**Work instruction**
Count every line in the data below that includes "they", and give only the result.

[Items from a data source]
——
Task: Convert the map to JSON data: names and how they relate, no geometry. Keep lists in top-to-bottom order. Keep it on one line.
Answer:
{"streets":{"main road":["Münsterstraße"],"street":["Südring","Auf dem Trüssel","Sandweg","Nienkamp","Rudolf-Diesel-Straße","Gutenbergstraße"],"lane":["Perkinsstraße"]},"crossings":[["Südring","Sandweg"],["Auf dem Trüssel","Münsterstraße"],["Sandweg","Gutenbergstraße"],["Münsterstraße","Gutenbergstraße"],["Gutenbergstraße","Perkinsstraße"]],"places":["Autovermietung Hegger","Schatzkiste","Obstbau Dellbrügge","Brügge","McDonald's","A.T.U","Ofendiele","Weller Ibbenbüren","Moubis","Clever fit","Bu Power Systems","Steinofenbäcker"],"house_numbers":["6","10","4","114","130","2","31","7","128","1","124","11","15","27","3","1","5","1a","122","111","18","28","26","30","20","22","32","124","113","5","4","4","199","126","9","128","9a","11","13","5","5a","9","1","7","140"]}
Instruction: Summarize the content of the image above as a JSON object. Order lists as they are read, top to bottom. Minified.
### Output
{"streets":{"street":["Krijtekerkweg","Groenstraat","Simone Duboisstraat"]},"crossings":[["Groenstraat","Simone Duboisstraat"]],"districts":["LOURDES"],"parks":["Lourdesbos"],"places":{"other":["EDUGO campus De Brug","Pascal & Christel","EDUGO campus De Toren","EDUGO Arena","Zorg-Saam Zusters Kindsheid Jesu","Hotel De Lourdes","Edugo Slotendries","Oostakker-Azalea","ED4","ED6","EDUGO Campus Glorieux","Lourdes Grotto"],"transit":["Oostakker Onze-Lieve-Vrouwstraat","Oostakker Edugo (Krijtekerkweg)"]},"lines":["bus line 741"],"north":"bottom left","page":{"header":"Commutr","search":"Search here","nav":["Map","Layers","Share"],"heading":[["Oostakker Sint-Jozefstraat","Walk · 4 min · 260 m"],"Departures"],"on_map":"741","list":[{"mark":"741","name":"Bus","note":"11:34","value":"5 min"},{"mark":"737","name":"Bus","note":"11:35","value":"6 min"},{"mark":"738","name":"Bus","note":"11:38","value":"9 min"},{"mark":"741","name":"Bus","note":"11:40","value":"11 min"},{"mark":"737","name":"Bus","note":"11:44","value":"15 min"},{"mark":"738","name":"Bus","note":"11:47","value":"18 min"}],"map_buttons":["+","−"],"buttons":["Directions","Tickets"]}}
——
**Solved exercise**
2